Work thoughts: Two of my coworkers were out sick today, the two that sit closest to me. I love my coworkers, but it was really nice to have the peace and quiet. I need a job where I just sit in my own little world and don’t have to interact with other people at all. It occurs to me…this could be…research! Heh. Except with research, you eventually have to publish your findings, and I don’t have a burning desire to publish and come up with new ideas or new perspectives. I just want to learn it all. Too bad no one will pay me for just internalizing information.


Mark liked the version of this that I posted on my livejournal better, so I copied that one over here. He’s right, this one is more “me”. I was tired last night when I wrote the shorter one; plus I’m not totally comfortable here yet. My persona on LJ is pretty well-defined, but it’s still sorting itself out here.

Okay, I’ve now checked out the iTunes downloadable TV shows (Desperate Housewives ep my DVR missed). *shakes head in disappointment* iTunes!! Come on!! What are you doing, offering this horrendous file quality? Here I was expecting pristine prints, all set to watch HD-quality entertainment on my PC, because that’s what I expect from a service I generally respect, like iTunes, and I get files that look like tenth-generation VHS copies with some nice pixelization added into the mix. The hell? Why would I pay for this crap? Well, I did this time because I wasn’t expecting it to be crap, but I don’t know that I will again. Why is iTunes doing this? I mean, their market has grown up with DVD/digital cable/satellite/HD, and we’ve come to expect that sort of quality. And it’s not impossible…I tried out one of MovieLink’s downloadable movie rentals, and it was surprisingly high quality. Very impressive.

I don’t know what they’re thinking. The torrents I’ve downloaded are twice this quality. If the industry wants to reduce illegal downloading, they’ve got to step up to the plate and offer something worth buying. This isn’t it. Granted, I suppose if you’re dl’ing it for your iPod, the quality is probably good enough (anyone want to verify this? I don’t have a video iPod to test it…), but in that case, they should offer multiple versions, like they have multiple versions of movie trailers. Because these files are almost impossible to watch on my computer screen, and forget about hooking up the computer to my TV and trying to watch them.

Reasons Today Rocked

Reasons today rocked:

  • Hot wings at Culpeppers
  • As a related item, eating lunch outside for the first time this year
  • Walking in Forest Park, in an area I don’t usually go to (I’m a Grand Basin junkie, but I thought I’d check out some of the other park areas)
  • Getting an article I’m writing for a webzine about half-finished (major breakthrough, as I’ve been procrastinating through research for a week and a half)
  • Being highly amused by a couple trying to unload a very heavy motorcycle off the back of their pickup–their “ramp” (aka a two-by-four) kept falling off
  • Belle and Sebastian CD on the way home
  • The rain not starting until after I got home, and after dark
  • Catching up on 24, House, and How I Met Your Mother
  • Finding a book that I think will finally help me understand PHP and MySQL…maybe
  • Finding an FTP extension for Firefox that seems to work better than the Dreamweaver one, which has been crashing DW constantly lately
  • Beating a boss level on XIII that’s kept me stuck for a few weeks (I won’t let myself buy any more games until I finish this one–my “stuck in the middle of” stack is getting astronomical)

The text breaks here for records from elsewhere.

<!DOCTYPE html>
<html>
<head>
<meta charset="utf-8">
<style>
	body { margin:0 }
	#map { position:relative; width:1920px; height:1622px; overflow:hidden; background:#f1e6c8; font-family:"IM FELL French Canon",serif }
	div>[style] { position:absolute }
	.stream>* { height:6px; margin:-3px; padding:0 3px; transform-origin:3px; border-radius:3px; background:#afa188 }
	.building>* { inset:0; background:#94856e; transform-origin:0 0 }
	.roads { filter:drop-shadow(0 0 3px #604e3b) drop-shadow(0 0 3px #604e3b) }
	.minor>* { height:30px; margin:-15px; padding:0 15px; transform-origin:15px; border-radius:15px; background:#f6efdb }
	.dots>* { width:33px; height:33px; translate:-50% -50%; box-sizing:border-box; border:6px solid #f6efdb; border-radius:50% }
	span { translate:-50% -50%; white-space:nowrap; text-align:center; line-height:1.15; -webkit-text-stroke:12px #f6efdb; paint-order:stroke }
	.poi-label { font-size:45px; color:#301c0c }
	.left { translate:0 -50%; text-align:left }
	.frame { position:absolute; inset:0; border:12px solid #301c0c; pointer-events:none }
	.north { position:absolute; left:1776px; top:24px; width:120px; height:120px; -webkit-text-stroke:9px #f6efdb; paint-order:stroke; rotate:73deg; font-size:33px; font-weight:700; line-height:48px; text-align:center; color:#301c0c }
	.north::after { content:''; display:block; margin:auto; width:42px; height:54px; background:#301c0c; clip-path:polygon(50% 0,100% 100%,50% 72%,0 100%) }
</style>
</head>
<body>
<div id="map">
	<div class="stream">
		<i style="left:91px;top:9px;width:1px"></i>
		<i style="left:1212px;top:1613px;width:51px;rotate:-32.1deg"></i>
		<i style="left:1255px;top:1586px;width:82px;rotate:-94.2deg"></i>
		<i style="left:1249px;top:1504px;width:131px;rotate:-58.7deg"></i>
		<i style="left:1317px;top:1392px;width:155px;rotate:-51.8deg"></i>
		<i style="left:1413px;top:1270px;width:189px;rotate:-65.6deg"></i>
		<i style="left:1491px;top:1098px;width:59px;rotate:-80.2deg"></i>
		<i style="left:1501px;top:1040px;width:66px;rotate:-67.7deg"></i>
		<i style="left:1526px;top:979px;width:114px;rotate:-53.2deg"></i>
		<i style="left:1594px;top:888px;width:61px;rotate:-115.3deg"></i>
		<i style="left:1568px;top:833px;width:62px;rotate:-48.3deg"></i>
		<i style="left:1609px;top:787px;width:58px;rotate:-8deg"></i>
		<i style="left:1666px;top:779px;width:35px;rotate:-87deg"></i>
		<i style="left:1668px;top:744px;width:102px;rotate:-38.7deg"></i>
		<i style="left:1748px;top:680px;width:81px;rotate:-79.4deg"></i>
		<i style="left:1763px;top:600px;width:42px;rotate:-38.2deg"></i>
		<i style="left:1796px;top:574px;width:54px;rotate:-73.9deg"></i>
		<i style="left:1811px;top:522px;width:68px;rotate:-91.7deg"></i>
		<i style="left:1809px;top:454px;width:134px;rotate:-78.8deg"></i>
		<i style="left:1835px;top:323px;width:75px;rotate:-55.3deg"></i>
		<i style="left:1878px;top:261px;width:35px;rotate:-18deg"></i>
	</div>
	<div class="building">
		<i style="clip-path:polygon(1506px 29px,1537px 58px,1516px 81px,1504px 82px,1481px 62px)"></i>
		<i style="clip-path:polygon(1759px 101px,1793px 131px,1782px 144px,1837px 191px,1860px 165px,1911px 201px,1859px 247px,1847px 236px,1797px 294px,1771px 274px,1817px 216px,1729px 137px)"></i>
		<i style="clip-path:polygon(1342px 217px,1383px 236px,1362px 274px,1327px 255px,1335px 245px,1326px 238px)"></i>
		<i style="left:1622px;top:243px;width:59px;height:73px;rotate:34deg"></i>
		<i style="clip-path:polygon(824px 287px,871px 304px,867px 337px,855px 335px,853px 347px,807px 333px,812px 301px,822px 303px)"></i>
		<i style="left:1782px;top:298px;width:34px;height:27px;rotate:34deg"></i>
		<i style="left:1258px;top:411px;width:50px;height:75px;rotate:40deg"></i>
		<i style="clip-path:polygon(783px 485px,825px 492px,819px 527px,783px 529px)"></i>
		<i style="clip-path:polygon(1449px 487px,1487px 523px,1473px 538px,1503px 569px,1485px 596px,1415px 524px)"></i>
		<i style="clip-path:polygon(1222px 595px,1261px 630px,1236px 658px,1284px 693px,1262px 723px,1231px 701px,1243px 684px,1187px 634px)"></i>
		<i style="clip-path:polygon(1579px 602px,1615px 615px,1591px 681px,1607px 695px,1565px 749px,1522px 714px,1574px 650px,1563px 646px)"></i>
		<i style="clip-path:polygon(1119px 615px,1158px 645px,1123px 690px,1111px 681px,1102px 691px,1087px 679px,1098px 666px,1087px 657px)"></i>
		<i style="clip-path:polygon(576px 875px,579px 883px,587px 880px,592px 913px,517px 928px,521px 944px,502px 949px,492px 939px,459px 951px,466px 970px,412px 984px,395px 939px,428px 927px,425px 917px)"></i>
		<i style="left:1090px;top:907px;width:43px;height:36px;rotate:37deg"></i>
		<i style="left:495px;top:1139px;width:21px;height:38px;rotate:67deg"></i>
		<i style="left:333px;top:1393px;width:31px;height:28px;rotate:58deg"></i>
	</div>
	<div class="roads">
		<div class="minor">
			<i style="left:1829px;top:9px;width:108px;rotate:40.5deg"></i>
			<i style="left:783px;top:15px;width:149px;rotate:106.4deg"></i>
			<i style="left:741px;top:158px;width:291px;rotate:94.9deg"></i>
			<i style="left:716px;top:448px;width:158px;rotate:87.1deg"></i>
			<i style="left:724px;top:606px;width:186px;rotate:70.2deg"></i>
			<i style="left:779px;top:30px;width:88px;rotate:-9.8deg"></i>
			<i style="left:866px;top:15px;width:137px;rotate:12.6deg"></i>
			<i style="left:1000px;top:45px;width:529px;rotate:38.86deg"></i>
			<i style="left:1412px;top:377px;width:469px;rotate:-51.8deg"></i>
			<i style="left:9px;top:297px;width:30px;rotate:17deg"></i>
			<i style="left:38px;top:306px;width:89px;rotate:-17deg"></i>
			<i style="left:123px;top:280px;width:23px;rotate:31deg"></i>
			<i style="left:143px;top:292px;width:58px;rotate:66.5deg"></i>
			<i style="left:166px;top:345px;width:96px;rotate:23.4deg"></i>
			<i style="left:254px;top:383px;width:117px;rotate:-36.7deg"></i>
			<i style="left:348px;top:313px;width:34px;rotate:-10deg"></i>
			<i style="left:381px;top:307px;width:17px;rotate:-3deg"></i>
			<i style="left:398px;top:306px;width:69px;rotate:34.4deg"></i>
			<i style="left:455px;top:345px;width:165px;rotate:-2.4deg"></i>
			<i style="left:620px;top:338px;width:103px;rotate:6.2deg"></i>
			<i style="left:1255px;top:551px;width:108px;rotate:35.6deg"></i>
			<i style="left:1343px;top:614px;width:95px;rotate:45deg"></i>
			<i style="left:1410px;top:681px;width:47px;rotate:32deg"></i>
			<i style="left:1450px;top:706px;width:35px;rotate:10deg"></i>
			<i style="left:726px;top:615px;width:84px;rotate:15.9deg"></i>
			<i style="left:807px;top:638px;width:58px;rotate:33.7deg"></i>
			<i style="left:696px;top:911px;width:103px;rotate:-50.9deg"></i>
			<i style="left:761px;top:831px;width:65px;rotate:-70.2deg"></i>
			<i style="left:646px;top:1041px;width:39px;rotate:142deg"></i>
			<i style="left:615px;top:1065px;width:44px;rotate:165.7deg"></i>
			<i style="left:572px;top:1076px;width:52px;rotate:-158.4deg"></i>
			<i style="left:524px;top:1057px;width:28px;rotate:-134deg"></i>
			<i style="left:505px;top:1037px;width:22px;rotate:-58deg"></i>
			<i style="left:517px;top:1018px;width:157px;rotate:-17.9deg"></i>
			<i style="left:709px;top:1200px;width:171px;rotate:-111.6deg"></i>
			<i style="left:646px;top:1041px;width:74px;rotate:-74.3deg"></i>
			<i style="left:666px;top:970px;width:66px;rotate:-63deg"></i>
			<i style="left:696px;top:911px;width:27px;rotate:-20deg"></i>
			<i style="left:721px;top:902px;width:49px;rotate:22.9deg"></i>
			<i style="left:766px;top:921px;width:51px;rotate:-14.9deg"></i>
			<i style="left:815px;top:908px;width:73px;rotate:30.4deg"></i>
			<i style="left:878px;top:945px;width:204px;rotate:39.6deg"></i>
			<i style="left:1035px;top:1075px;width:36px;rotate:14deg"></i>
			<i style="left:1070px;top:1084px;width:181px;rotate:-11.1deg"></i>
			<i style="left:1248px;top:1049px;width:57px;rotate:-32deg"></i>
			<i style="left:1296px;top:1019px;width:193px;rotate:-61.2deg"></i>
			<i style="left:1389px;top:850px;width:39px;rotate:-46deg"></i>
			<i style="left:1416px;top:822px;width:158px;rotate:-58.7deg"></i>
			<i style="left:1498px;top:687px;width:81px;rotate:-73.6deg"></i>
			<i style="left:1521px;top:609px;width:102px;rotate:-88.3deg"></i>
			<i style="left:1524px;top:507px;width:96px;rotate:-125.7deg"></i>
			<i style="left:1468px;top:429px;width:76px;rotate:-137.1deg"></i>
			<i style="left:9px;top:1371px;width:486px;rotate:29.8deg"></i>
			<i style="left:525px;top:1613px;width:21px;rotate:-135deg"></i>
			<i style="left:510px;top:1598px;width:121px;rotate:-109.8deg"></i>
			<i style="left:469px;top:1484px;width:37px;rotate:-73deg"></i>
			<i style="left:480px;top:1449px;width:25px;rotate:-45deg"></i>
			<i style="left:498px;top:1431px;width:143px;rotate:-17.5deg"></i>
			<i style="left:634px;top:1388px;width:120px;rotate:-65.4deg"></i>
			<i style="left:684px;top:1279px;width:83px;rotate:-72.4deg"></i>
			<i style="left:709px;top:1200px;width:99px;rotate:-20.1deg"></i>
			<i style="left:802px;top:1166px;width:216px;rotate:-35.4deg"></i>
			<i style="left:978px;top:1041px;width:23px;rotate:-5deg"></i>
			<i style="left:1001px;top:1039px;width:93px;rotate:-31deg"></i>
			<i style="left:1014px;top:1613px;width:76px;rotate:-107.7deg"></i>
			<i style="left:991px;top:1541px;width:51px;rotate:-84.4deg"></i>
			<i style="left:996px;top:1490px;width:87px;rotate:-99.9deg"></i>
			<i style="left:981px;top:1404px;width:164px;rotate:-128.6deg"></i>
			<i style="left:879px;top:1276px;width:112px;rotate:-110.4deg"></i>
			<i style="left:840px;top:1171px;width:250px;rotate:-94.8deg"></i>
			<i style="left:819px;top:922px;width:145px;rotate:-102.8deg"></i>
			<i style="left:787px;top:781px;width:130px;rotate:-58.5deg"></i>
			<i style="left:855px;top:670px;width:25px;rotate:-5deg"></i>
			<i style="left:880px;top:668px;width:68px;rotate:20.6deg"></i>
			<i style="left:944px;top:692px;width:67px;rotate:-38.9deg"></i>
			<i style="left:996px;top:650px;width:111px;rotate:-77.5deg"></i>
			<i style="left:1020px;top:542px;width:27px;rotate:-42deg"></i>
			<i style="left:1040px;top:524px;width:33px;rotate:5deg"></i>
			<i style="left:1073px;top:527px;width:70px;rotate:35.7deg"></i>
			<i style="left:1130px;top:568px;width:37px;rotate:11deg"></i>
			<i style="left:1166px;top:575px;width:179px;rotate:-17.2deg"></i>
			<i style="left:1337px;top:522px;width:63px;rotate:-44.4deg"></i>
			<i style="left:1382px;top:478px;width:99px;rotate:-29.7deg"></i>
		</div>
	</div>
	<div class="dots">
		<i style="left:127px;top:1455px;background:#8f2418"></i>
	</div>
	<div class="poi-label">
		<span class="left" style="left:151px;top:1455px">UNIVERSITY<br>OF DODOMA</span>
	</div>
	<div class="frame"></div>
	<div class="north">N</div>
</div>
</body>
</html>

So, yeah. Successful day. Tomorrow: church, sheperding groups fellowship, delving past installing PHP into actually using it, and possibly the last four eps of Arrested Development, which I’ve been saving, but really, it may be time to let go.

AI Top Twelve Results

Okay, I know I’m not going to like the American Idol results show this week. I like seven of the eight girls (I don’t care for Kinnik, and I just saw before I backed my DVR up to the beginning that she’s off, as I knew she would be). And I like five or six of the guys, but I’m by no means sure that the ones I like will be the ones that stay. I think the other girl off will be either Kellie or Melissa. Kellie was an early favorite of mine, and I still like her, but I don’t think she’s got the voice to keep up with the top three or four. Melissa has been growing on me every week, so now I’d be sorry to see her go as well. And I was fairly sure Ayla was going to make it into the top twelve, but this week’s song was really weak, so I don’t know anymore. I agree with Simon on her…I like her somewhat, and last week she was very good, but she’s almost too perfect. If that makes sense. There’s no thrill.

On the guys side, I *heart* Kevin Covais. Especially when he does Josh Groban songs. Chills. Up. And. Down. My. Spine. But my coworker hates him, so if there are many in America like her, I fear for my Kevin. If I were voting off, I’d probably vote off Bucky and…geez. Either Ace or Gedeon. I like Gedeon’s singing, but his video clips where he’s talking are annoying me to death. Overenunciate much? And I liked Ace at first, but the last two weeks have just been…meh. And he’s kinda smarmy. As in, there’s part of me that says, yes, he’s hot in a way, especially his eyes, but there’s a much larger part of me that wouldn’t let him touch me, ever.

Now. Back to the beginning of the show. I love DVR.